Later, the East Side Kids are guests at Pete's ranch, and try to impress each other by riding bucking broncos.

==Cast==

===The East Side Kids===
- Leo Gorcey as Ethelbert 'Mugs' McGinnis
- Huntz Hall as Glimpy Freedhoff
- Bobby Jordan as Danny
- Benny Bartlett as Benny
- Sammy Morrison as Scruno
- Dick Chandlee as Stash (a.k.a. Skinny)
- Eddie Mills as Dave (a.k.a. Eddie)

===Remaining cast===
- Noah Beery as Pete Monahan
- Amelita Ward as Judy Monaham
- Rick Vallin as George Mooney
- Billy Benedict as Butch, Cherry Street Leader
- J. Farrel MacDonald as Police Sergeant Flanagan
- Jan Rubini as Violinist
- Martha Wentworth as Mrs. Molly McGinnis
- George DeNormand as Williams
- Bernard Gorcey (uncredited) as Liquor Store Owner
- Johnny Duncan (uncredited) as Cherry Streeter
- William Frambes (uncredited) as Cherry Streeter
- Jimmy Strand (uncredited) as Cherry Streeter

==Notes==
The film features William Benedict's first appearance with the East Side Kids. Long a juvenile player, Benedict had made several films in Universal Pictures' similar Little Tough Guys series. He would later replace Scruno as one of the gang in further films in the series and in the later Bowery Boys series.

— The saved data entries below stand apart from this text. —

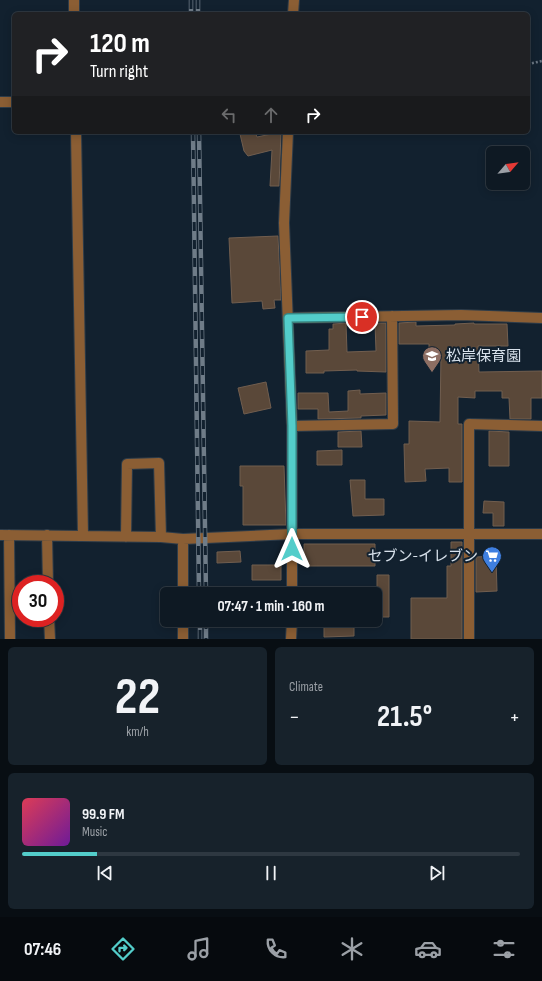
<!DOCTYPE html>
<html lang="en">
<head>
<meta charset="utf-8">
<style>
  body { margin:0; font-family:"Sofia Sans Condensed","Noto Sans JP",sans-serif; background:#17222b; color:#f1f3f6; height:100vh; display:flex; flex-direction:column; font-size:15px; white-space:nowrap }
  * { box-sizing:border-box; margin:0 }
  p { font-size:13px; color:#9ba0a6 }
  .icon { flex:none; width:22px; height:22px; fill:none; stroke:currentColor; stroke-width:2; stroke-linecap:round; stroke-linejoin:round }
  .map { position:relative; height:639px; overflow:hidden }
  .sheet { display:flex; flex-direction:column; gap:8px; padding:8px; background:#080e13; flex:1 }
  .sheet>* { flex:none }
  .banner { position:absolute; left:12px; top:12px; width:518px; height:122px; border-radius:6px; box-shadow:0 2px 10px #0003,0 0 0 1px #2e3841; background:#202124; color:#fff; overflow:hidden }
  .needle { width:26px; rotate:62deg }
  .controls { position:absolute; left:486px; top:146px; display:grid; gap:8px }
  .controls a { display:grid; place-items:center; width:44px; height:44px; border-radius:6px; background:#0e1923; box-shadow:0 2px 10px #0003,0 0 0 1px #2e3841; font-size:20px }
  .speed { position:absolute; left:12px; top:575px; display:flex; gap:8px; font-size:20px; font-weight:700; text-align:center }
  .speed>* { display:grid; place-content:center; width:52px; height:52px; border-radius:50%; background:#0e1923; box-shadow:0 2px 10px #0003,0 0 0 1px #2e3841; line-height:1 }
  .speed .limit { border:6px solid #d22; background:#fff; color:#111 }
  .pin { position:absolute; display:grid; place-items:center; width:34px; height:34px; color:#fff; margin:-17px; border:2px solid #fff; border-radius:50%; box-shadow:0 1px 4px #0007 }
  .me { position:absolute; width:44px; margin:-22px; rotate:0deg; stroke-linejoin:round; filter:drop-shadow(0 0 3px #0008) }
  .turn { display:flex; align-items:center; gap:14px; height:84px; padding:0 12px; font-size:18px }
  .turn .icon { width:52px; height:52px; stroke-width:2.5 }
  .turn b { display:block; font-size:28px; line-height:34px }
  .lanes { display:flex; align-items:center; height:38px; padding:0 12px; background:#0003; justify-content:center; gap:20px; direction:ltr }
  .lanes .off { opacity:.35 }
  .big { font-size:30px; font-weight:700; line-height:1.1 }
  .sheet .widget { flex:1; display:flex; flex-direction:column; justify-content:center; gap:6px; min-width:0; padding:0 14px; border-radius:6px; background:#17222b }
  .sheet .dial { align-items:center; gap:0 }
  .dial b { font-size:52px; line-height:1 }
  .song { display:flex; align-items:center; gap:12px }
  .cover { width:48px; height:48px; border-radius:6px; background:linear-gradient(135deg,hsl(350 70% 55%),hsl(280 70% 35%)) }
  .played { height:4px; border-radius:2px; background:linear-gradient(90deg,#53cdca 15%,#2e3841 15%) }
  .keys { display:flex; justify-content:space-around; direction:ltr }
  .heat { display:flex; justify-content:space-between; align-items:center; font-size:22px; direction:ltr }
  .sheet .tiles { flex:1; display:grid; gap:8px; grid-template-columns:1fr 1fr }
  .widget:last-child { grid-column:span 2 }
  .trip { position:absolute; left:160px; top:587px; width:222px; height:40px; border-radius:6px; background:#0e1923; box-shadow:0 2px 10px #0003,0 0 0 1px #2e3841; font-weight:700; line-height:40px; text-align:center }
  .dock { display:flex; height:64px; justify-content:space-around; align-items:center; background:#060a0e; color:#9ba0a6 }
  .dock .icon { width:28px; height:28px }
  .dock .current { color:#53cdca }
  .dock b { font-size:18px; color:#f1f3f6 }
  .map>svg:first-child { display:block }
  .building { fill:#5a4839; stroke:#715e4f }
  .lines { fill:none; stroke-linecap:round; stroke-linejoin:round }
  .minor-casing { stroke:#2e3c49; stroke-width:12 }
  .path { stroke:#697582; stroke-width:2.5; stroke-dasharray:2 2; stroke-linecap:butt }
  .minor { stroke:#8b5e34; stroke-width:10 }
  .rail-casing { stroke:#6f7c88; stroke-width:4.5 }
  .rail { stroke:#12212f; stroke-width:3; stroke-dasharray:9; stroke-linecap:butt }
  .route-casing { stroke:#368583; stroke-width:10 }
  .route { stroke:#53cdca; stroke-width:7 }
  .labels { text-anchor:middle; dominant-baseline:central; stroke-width:4; stroke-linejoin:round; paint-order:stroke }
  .poi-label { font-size:15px; fill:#d7e1eb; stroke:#12212f; text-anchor:start }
</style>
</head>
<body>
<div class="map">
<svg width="542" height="639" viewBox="0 0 542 639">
  <rect width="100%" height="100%" fill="#12212f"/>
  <path class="building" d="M249,132H255L257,137L281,132L279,186H270L272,150L248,156L244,151L240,134Z
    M278,236L281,300H274L275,308L263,309L262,301L232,303L229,238Z
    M416,322V326L455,325V324L474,323V324H507L508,346H478L479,372L542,371V398H531V419H510L509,398H502V391H475V398L458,397V424H462V482H449V468L425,469L426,481L405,482L404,444H409V421L440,422L441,354H429V344H399V323Z
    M346,323L347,352L376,351L375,323H386V372L357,371V370L324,371V373H306V351L329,350V329H333V324Z
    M266,382L271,408L244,414L238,388Z
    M360,390V394L386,393V415L361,416V418L318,419V409H298V393H328L329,412L348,411V391Z
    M361,431L362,447H338V432Z
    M489,431L509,432V466H489Z
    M342,450V465H317V451Z
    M240,466H284L286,525H243V486H240Z
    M350,480H365V499H384V515L353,516Z
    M484,501L504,502V526H493V513H483Z
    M451,542H462V639H411V598H447V566H451Z
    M304,544H375V566H304Z
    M240,551L241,562L217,563V552Z
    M496,556L497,591L476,592V557Z
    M252,565H281V580H252Z
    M377,575H389V617H377Z
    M324,620H354V636L324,637Z"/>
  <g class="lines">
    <g class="minor-casing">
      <path id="minor" d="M74,0V14
        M293,14L294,0
        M0,102H14
        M76,132L83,536
        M288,132L284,223L292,426V594
        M288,318L461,315L542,318
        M292,426L393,424L392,316
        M0,535L161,537L183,539L292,534H542
        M9,535L10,639
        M47,535L48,584
        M126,537L127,464L159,463L161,537
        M183,539V594
        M49,618L50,639
        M183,620V639
        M291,639L292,620
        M469,639V424L542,426"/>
    </g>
    <path class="path" d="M528,64L542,61"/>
    <use href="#minor" class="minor"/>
    <g class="rail-casing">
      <path id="rail" d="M191,0V14
        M198,0V14
        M193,132L199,594
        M199,132L206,594
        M206,620V639
        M200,639V620"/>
    </g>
    <use href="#rail" class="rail"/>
  </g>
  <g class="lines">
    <g class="route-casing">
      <path id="route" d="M292,549V426L288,318L362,317"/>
    </g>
    <use href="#route" class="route"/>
  </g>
  <defs>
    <g id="school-pin" transform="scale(1)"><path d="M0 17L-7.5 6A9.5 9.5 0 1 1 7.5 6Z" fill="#8d6e63" stroke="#12212f"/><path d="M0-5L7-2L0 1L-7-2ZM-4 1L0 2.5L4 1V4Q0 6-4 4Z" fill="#fff"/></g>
    <g id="supermarket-pin" transform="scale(1)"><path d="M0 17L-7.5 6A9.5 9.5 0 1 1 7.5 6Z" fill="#3f7fe0" stroke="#12212f"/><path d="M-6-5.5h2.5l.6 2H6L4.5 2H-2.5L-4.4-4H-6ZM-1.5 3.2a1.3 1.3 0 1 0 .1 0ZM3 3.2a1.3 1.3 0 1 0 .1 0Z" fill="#fff"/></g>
  </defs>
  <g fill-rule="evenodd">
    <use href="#school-pin" x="432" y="356"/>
    <use href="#supermarket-pin" x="492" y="556"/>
  </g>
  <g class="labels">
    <g class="poi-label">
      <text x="446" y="356">松岸保育園</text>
      <text x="478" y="556" text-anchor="end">セブン-イレブン</text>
    </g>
  </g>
</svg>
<div class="controls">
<a><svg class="needle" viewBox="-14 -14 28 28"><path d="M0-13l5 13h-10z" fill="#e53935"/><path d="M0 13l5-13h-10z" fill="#9ba0a6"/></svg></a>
</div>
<div class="speed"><div class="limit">30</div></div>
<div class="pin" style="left:362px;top:317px;background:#d93025"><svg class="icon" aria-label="arrive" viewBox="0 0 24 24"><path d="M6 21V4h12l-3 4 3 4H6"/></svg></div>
<svg class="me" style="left:292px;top:549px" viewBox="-20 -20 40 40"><path d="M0-17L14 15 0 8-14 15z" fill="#53cdca" stroke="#fff" stroke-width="4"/></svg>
<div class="trip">07:47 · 1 min · 160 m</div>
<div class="banner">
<div class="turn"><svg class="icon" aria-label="right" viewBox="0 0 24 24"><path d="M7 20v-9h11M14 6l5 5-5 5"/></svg><div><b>120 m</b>Turn right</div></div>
<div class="lanes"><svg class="icon off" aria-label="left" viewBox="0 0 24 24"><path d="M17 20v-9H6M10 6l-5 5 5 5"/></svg><svg class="icon off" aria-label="ahead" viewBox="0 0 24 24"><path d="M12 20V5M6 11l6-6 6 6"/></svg><svg class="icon" aria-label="right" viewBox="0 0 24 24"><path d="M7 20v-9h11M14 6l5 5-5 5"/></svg></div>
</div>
</div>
<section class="sheet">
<div class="tiles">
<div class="widget dial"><b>22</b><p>km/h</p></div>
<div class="widget"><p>Climate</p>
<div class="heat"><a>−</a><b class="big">21.5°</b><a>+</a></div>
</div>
<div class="widget">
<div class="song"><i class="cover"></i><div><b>99.9 FM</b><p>Music</p></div></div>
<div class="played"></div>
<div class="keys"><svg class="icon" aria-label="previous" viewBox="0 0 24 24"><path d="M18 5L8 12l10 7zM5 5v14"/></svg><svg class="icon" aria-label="pause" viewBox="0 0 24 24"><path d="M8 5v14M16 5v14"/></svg><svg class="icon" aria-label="next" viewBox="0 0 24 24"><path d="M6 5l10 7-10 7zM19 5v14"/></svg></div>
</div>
</div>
</section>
<nav class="dock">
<b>07:46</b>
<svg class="icon current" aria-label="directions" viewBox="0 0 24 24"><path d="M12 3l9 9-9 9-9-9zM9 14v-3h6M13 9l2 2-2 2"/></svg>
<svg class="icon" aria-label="music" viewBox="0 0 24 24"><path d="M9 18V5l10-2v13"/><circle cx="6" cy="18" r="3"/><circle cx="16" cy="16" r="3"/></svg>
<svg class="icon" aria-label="phone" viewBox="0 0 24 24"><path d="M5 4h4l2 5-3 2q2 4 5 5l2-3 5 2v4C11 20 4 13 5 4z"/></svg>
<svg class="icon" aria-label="climate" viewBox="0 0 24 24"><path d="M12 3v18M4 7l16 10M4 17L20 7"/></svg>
<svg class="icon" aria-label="car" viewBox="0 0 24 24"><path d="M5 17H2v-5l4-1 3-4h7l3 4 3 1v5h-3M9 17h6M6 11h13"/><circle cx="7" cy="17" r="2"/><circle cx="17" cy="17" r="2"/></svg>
<svg class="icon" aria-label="filters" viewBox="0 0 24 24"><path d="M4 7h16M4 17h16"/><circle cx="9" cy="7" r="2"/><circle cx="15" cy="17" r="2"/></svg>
</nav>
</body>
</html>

The Films of the Bowery Boys noted the films comedy and fast pace with a new situation developing every ten minutes. The authors noticed that the same format of ten-minute segments proceeded as follows-

1st) Unrelated scenes

2nd) Plot development

3rd) Introduction of new aspect

4th) Isolated sequence

5th) Transitory scenes

6th) Bam! Pow! Sock!

A film review from the Motion Picture Daily noted that in Clancy Street Boys the film was a variation from the previous series of starting the film with the boys on the right side of the law and keeping them there throughout the picture. Judy is played by Leo Gorcey's future wife, Amelita Ward. Gabriel Dell, Stanley Clements, Bobby Stone, and Dave Durand are absent from this film. With Clement's usual gang name of "Stash" taken by Dick Chandlee. Bennie Bartlett's second and last East Side Kids film. He would later rejoin the group when they became The Bowery Boys. The photo in the film of Muggs' father is Leo Gorcey's real father, Bernard, who would play Louie in the Bowery Boys series. Bernard also had a small appearance in the film as a liquor store owner in his first film of the series.